HK Magazine Archive

Ouissam Mokretar Talks Hong Kong's Underground Music Scene

The co-founder of party promoter, booking agency and production label Cliché Records celebrates his project's fourth birthday.

PUBLISHED : Thursday, 07 April, 2016, 10:02am
UPDATED : Wednesday, 19 October, 2016, 5:03pm

What was the Hong Kong underground music scene like when you first started Cliché? When I arrived here five years ago, the underground music scene wasn’t that good for me. There was a little bit of a techno scene, but I was frustrated with staying in the city that I liked, but wanting to leave because of the non-existent music underground scene. That’s why Cliché was created. It was trying to connect people who were into groove, house and disco music. The goal was not to fill a club, it was getting the right people for a night and just having some fun.

Has it been hard establishing and maintaining the label for the past four years? Today, we’re celebrating four years and I’m so far from my old daytime job—I’m in my little world and I do what I love—but socially, it’s different. You feel a bit disconnected from the real world, from daytime jobs and holidays—Tuesdays are our days off. It’s hard to handle the career as well as relationships, because it’s mostly nightlife. I can make a living but I can’t plan too much and I don’t know where I’m going. But I still love it. I feel alive every day and it’s so good to do what you love, meeting others who share the same passion as you.

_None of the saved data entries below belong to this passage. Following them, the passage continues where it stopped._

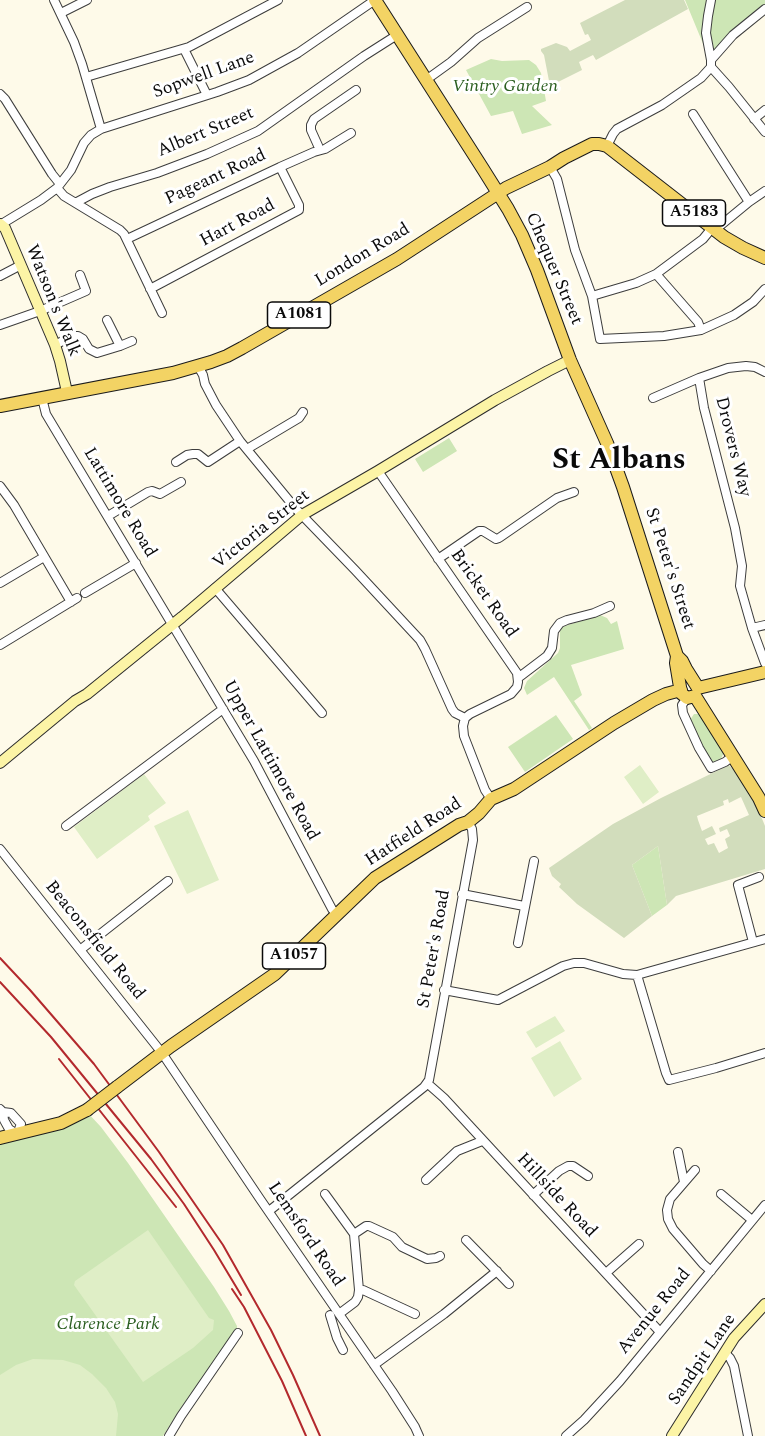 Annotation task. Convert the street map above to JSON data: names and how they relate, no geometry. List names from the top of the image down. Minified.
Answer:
{"streets":{"main road":["A5183","London Road","Chequer Street","Watson's Walk","A1081","Victoria Street","St Peter's Street","Hatfield Road","A1057","Sandpit Lane"],"street":["Sopwell Lane","Albert Street","Pageant Road","Hart Road","Drovers Way","Lattimore Road","Bricket Road","Upper Lattimore Road","Beaconsfield Road","St Peter's Road","Hillside Road","Lemsford Road","Avenue Road"]},"crossings":[["Sopwell Lane","Chequer Street"],["Albert Street","Chequer Street"],["Pageant Road","Hart Road"],["A5183","London Road"],["London Road","Chequer Street"],["London Road","Watson's Walk"],["London Road","Lattimore Road"],["Chequer Street","Victoria Street"],["Chequer Street","St Peter's Street"],["Lattimore Road","Victoria Street"],["Lattimore Road","Upper Lattimore Road"],["Victoria Street","St Peter's Street"],["Victoria Street","Bricket Road"],["Victoria Street","Upper Lattimore Road"],["St Peter's Street","Hatfield Road"],["Upper Lattimore Road","Hatfield Road"],["Hatfield Road","Beaconsfield Road"],["Hatfield Road","St Peter's Road"],["Hatfield Road","Lemsford Road"],["Beaconsfield Road","Lemsford Road"],["St Peter's Road","Hillside Road"],["Hillside Road","Avenue Road"]],"districts":["St Albans"],"parks":["Vintry Garden","Clarence Park"]} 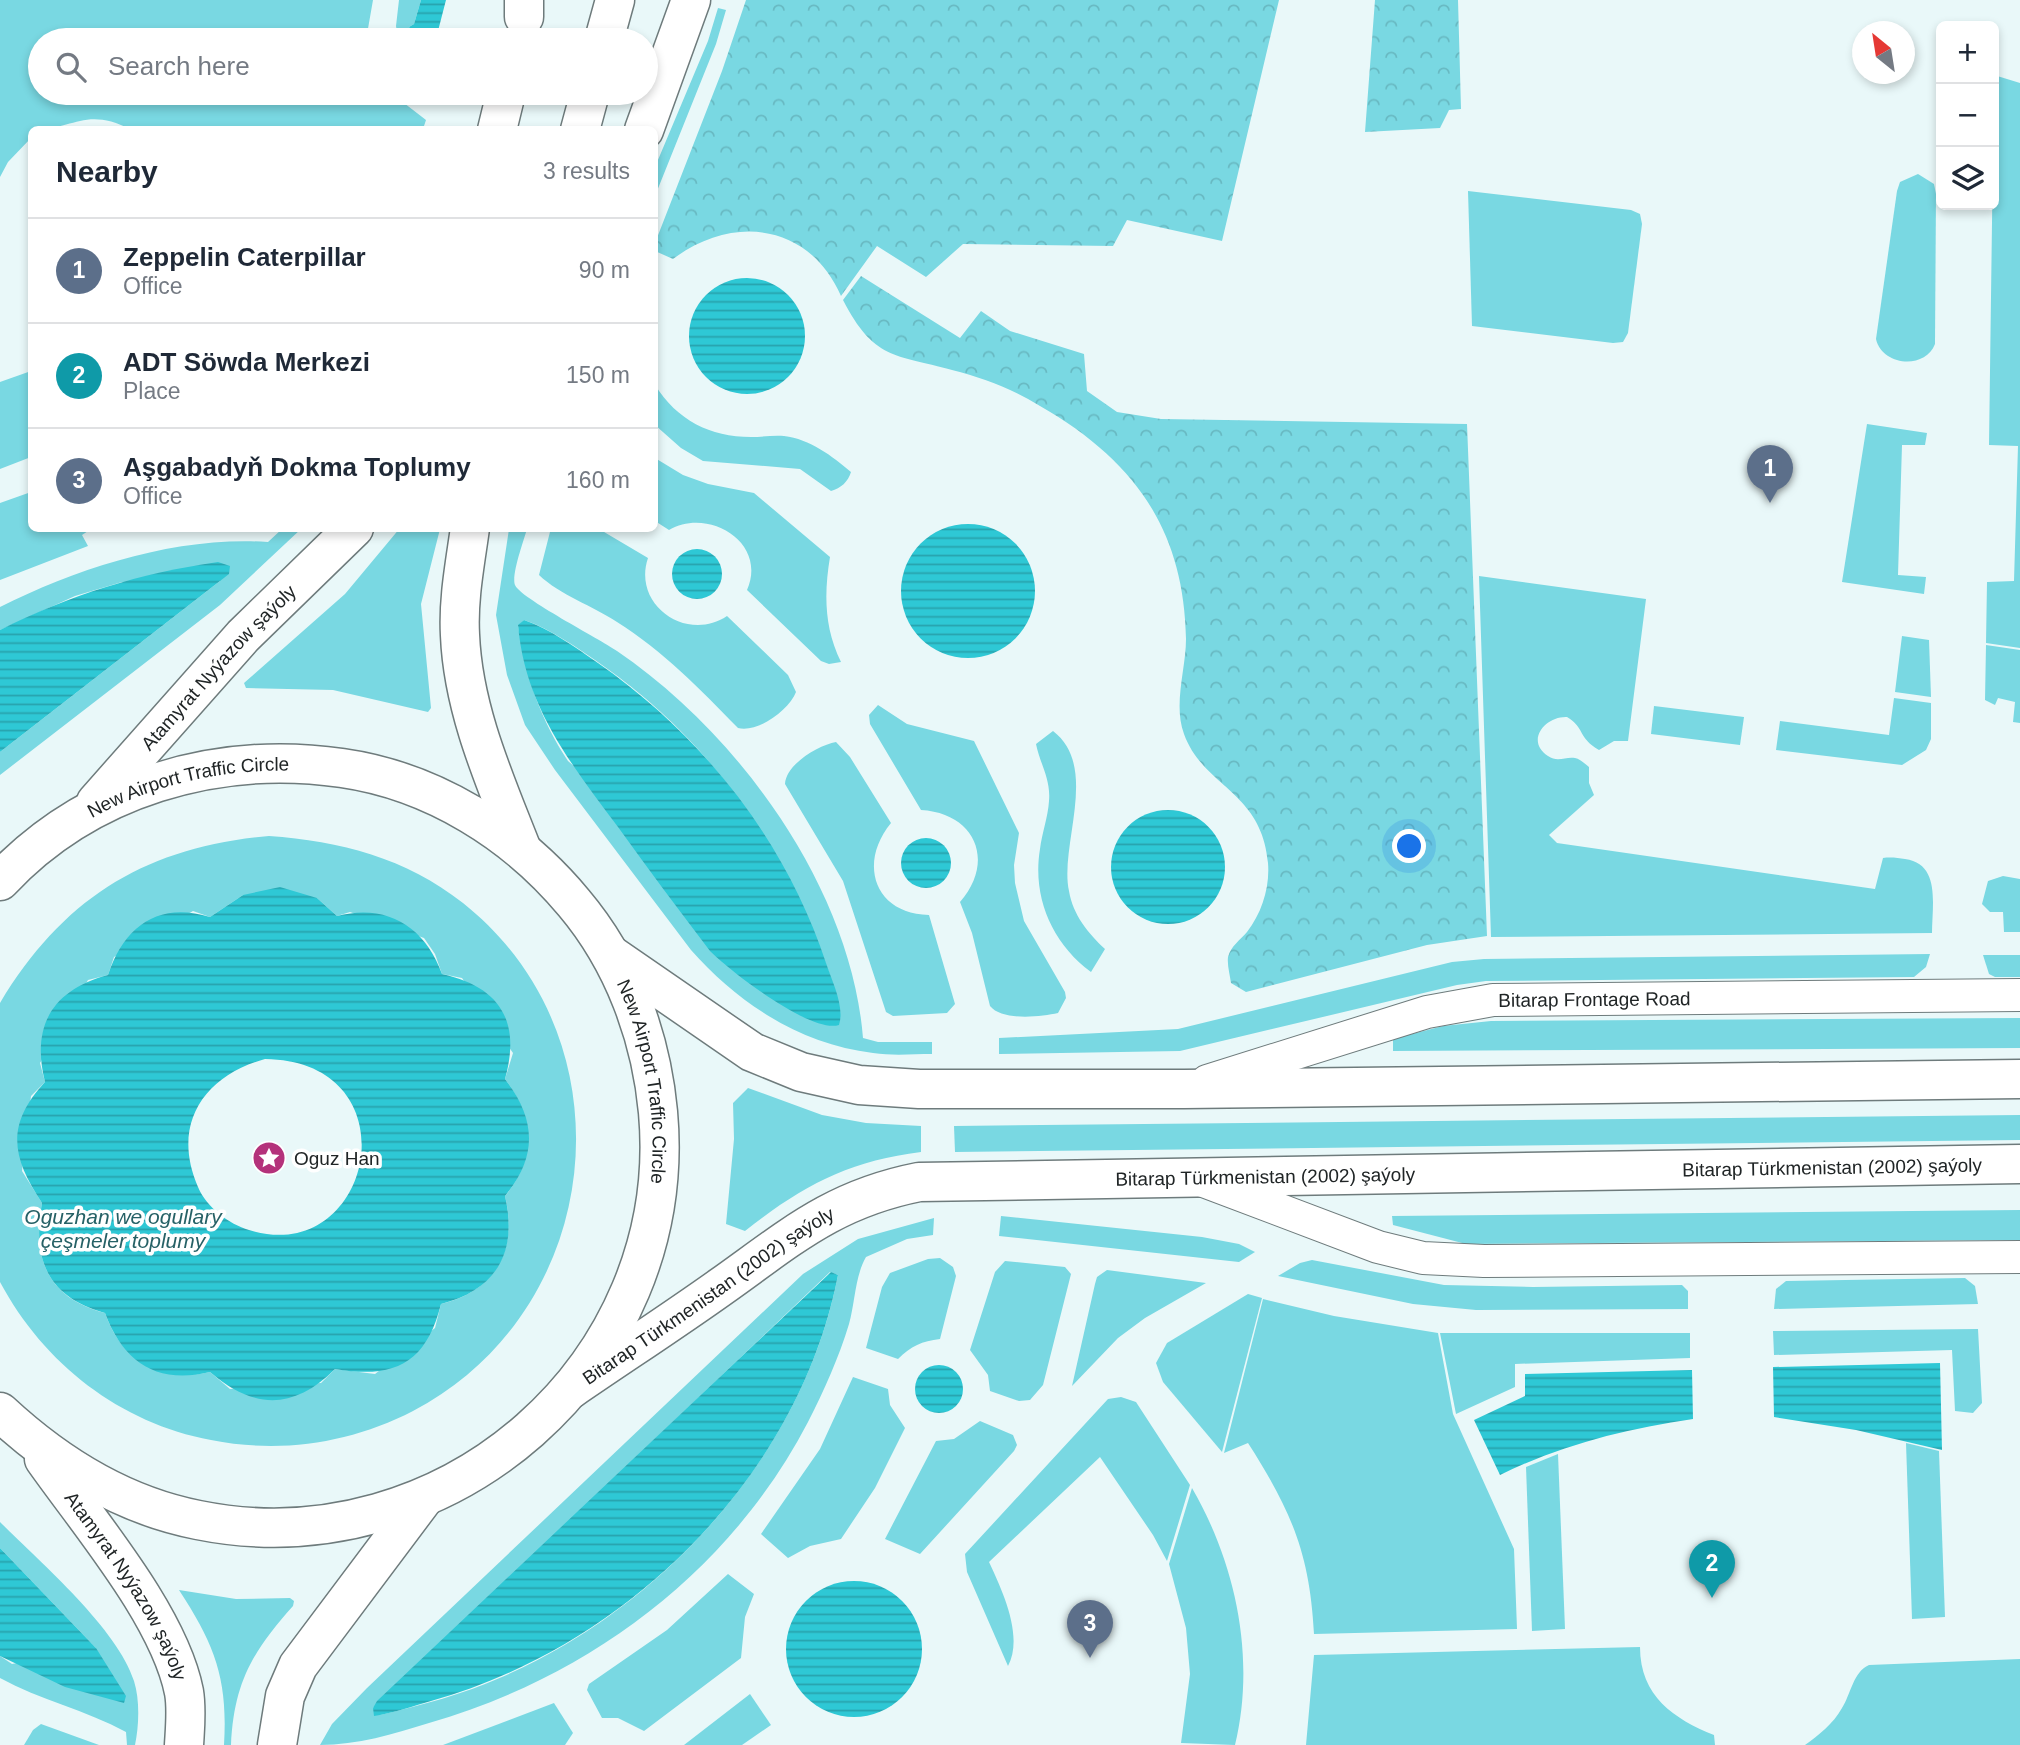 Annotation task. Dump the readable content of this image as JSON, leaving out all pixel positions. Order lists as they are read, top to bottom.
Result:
{
  "streets": {
    "main road": ["Atamyrat Nyýazow şaýoly", "New Airport Traffic Circle", "Bitarap Türkmenistan (2002) şaýoly"],
    "street": ["Bitarap Frontage Road"]
  },
  "crossings": [
    ["Atamyrat Nyýazow şaýoly", "New Airport Traffic Circle"],
    ["New Airport Traffic Circle", "Bitarap Türkmenistan (2002) şaýoly"]
  ],
  "water": ["Oguzhan we ogullary çeşmeler toplumy"],
  "places": {
    "place": ["Oguz Han"]
  },
  "north": "top left",
  "page": {
    "map_buttons": ["+", "−"],
    "search": "Search here",
    "heading": ["Nearby", "3 results"],
    "list": [
      {
        "mark": "1",
        "name": "Zeppelin Caterpillar",
        "note": "Office",
        "value": "90 m"
      },
      {
        "mark": "2",
        "name": "ADT Söwda Merkezi",
        "note": "Place",
        "value": "150 m"
      },
      {
        "mark": "3",
        "name": "Aşgabadyň Dokma Toplumy",
        "note": "Office",
        "value": "160 m"
      }
    ],
    "pins": ["1", "2", "3"]
  }
}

Has the direction of Cliché’s music changed? We’ve still got the same roots, which is disco groove, but the sound has become mature. In the past we’ve booked acts that were good for us four years ago, but looking back, it would be weird to book them again. We found ourselves, we feel complete and we definitely know what we want and where we’re going, so we’re also taking more risks to do what we want to do.

What is the Cliché image today? If you think about Cliché or the Cliché parties, it’s more an afternoon, evening vibe. It’s a lot of smiles and happiness, people dancing and get-togethers. It’s cozy, intimate.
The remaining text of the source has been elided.